───── PROVIDED RECORDS
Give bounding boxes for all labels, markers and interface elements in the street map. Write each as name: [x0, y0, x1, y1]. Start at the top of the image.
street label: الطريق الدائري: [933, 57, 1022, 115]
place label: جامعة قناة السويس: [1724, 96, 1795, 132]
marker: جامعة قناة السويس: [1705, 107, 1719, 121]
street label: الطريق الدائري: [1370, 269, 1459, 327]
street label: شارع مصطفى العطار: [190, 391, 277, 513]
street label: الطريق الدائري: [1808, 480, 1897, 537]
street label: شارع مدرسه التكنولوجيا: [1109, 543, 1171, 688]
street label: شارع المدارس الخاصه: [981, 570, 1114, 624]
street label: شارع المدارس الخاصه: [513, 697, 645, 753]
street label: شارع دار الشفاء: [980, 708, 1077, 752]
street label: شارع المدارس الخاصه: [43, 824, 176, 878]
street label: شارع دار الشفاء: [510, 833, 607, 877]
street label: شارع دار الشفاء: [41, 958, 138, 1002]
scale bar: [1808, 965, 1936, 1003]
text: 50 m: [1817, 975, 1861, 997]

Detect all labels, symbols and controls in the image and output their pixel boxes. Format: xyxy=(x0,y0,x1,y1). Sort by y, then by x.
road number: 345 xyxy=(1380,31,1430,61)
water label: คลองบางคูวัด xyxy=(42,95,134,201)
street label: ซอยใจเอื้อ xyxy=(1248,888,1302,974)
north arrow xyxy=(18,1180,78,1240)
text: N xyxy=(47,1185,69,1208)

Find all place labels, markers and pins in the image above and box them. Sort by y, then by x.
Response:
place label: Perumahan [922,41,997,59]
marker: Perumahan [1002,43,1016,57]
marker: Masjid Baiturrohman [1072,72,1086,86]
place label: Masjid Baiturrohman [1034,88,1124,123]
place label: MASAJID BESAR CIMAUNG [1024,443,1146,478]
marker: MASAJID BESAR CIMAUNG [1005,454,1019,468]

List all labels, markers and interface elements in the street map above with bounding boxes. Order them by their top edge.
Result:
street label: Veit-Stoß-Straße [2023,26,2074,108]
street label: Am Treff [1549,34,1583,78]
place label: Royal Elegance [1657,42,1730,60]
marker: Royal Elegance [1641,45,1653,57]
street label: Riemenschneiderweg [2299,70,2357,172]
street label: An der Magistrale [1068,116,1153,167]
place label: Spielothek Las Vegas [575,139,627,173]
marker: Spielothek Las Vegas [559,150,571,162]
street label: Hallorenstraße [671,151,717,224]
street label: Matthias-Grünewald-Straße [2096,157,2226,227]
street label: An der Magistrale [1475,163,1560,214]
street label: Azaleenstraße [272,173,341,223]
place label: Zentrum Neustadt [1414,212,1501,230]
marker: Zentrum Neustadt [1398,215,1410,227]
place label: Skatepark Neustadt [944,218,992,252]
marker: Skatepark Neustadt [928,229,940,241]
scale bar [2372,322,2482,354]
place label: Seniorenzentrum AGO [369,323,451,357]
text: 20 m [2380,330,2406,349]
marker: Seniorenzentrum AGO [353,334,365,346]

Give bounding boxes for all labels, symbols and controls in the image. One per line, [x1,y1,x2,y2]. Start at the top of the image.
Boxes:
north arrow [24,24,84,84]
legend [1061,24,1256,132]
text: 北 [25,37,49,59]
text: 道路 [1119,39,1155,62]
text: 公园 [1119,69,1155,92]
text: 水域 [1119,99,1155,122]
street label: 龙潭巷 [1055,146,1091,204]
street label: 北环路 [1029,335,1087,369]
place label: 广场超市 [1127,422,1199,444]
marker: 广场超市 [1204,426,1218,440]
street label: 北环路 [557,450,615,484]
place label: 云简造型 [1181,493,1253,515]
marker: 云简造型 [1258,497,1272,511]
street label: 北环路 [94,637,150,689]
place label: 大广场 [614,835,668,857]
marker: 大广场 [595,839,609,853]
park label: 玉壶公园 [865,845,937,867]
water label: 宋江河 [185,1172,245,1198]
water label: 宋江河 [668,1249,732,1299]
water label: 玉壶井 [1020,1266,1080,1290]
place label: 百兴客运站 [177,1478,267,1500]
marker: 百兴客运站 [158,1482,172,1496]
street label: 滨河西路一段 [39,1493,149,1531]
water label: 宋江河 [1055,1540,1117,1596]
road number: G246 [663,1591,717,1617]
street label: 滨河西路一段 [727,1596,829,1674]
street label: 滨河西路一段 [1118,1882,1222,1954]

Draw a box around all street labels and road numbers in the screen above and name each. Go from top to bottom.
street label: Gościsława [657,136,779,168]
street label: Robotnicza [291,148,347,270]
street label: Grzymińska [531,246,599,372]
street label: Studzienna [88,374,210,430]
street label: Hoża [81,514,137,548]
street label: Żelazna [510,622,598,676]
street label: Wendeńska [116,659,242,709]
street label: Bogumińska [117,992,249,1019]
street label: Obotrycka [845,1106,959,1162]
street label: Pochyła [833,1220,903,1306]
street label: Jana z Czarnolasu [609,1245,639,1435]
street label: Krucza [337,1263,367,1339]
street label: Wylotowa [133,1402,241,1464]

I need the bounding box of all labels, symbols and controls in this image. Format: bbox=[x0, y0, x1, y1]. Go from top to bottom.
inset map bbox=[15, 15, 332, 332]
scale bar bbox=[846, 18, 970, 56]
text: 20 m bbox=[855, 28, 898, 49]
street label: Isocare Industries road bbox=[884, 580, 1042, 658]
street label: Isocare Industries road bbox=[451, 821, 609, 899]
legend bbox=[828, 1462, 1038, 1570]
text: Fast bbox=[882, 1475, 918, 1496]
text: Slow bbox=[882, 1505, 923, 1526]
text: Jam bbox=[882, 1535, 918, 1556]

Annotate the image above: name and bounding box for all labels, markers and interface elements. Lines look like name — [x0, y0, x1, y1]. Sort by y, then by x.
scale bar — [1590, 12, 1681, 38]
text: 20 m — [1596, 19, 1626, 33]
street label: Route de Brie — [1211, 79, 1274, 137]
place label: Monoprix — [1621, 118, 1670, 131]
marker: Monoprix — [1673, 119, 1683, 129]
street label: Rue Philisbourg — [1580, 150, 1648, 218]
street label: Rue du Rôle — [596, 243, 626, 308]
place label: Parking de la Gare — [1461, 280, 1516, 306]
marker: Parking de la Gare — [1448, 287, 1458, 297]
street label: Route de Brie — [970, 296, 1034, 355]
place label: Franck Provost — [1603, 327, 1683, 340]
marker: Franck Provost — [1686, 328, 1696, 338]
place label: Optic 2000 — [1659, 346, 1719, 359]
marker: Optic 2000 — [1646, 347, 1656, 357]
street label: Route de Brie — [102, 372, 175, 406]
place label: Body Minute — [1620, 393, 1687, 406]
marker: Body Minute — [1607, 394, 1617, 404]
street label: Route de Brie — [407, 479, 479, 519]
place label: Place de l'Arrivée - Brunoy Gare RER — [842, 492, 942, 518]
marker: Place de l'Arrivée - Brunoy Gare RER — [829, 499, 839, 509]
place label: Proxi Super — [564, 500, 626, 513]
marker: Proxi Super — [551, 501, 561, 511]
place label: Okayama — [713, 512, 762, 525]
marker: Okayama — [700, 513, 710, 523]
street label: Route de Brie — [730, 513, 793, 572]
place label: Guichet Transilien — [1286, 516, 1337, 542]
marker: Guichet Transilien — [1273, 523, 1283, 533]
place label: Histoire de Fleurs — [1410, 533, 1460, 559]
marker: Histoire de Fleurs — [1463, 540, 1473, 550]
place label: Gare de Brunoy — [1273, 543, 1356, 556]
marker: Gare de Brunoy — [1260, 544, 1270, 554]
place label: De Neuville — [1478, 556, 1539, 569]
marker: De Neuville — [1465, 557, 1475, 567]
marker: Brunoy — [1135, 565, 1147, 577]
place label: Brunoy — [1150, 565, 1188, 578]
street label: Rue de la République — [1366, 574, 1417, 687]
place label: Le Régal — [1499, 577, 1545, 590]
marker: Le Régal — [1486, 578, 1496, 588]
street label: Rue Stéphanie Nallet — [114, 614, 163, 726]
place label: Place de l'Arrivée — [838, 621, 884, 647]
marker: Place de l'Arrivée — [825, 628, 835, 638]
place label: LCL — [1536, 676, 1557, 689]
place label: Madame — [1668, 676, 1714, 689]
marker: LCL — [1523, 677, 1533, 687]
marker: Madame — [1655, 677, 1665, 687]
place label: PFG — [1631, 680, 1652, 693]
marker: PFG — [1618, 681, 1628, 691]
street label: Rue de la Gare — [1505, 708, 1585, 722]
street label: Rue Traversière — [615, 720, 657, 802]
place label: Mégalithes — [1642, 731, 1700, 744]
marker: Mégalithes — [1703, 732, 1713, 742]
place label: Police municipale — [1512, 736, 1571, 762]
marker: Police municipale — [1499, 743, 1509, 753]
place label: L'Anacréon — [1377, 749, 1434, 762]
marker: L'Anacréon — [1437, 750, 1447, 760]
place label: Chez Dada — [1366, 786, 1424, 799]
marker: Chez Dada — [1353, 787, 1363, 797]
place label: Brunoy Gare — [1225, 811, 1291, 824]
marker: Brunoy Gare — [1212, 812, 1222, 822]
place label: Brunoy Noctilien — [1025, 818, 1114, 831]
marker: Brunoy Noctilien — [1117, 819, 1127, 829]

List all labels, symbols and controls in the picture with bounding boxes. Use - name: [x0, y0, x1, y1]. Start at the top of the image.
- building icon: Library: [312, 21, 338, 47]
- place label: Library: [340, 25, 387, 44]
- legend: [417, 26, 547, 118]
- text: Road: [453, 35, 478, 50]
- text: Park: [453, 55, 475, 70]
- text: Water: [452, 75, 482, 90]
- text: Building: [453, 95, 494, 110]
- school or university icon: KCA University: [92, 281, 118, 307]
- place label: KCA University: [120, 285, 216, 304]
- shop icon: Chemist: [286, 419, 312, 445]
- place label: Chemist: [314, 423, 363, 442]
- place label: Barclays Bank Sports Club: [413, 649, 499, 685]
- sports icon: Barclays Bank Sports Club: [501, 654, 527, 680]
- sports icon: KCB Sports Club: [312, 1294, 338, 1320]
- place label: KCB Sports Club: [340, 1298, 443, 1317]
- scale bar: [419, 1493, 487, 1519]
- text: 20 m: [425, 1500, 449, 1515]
──────────
TASK STATEMENT: Could you return exactly the stretch of the data above that starts at the line with "Detect all labels, symbols" and ends at the line with "List all labels, markers", both lines included?

EXERCISE OUTPUT:
Detect all labels, symbols and controls in the image and output their pixel boxes. Format: xyxy=(x0,y0,x1,y1). Sort by y, then by x.
road number: 345 xyxy=(1380,31,1430,61)
water label: คลองบางคูวัด xyxy=(42,95,134,201)
street label: ซอยใจเอื้อ xyxy=(1248,888,1302,974)
north arrow xyxy=(18,1180,78,1240)
text: N xyxy=(47,1185,69,1208)

Find all place labels, markers and pins in the image above and box them. Sort by y, then by x.
Response:
place label: Perumahan [922,41,997,59]
marker: Perumahan [1002,43,1016,57]
marker: Masjid Baiturrohman [1072,72,1086,86]
place label: Masjid Baiturrohman [1034,88,1124,123]
place label: MASAJID BESAR CIMAUNG [1024,443,1146,478]
marker: MASAJID BESAR CIMAUNG [1005,454,1019,468]

List all labels, markers and interface elements in the street map above with bounding boxes. Order them by their top edge.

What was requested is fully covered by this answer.